▶ Input records
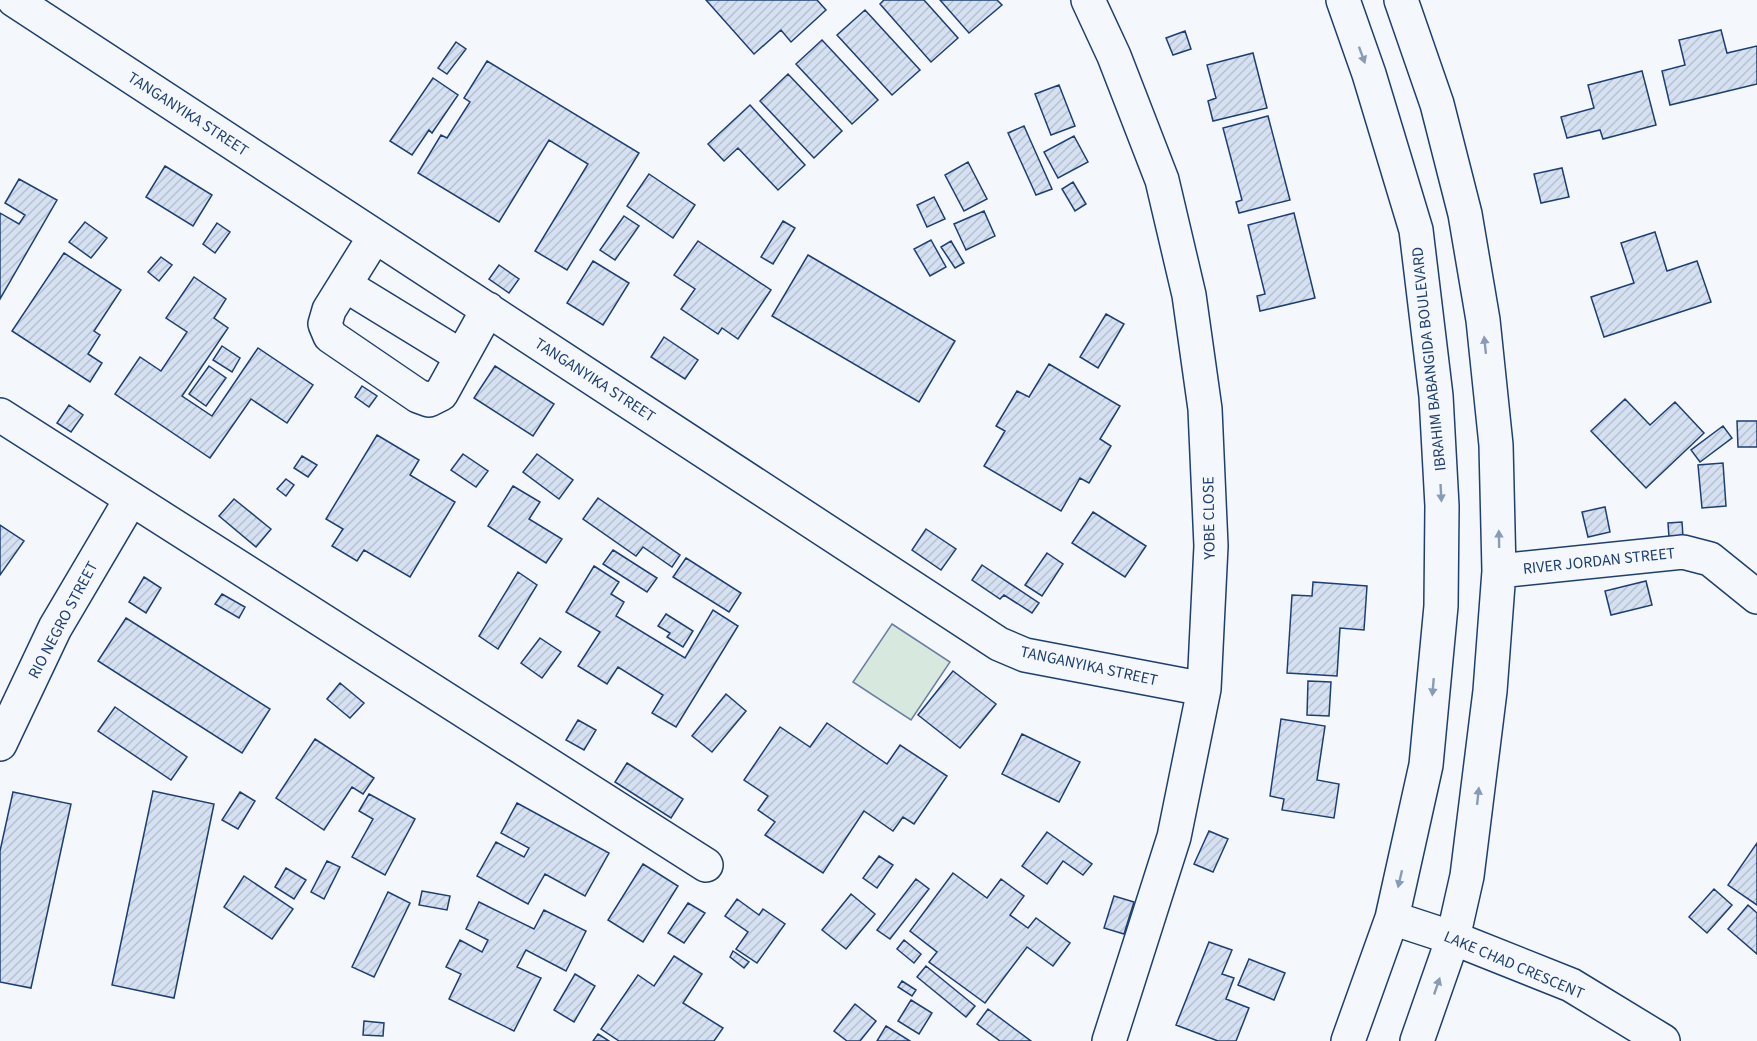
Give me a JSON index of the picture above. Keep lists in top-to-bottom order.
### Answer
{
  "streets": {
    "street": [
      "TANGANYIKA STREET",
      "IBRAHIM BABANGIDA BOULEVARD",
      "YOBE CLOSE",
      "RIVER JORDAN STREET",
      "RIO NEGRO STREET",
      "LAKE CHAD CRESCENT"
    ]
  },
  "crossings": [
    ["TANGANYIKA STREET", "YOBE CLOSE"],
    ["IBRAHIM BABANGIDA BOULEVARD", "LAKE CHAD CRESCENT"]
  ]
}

▶ Task description
Return each line of the data, keeping its wording exact and omitting pictures.

▶ Problem solution
Give me a JSON index of the picture above. Keep lists in top-to-bottom order.
### Answer
{
  "streets": {
    "street": [
      "TANGANYIKA STREET",
      "IBRAHIM BABANGIDA BOULEVARD",
      "YOBE CLOSE",
      "RIVER JORDAN STREET",
      "RIO NEGRO STREET",
      "LAKE CHAD CRESCENT"
    ]
  },
  "crossings": [
    ["TANGANYIKA STREET", "YOBE CLOSE"],
    ["IBRAHIM BABANGIDA BOULEVARD", "LAKE CHAD CRESCENT"]
  ]
}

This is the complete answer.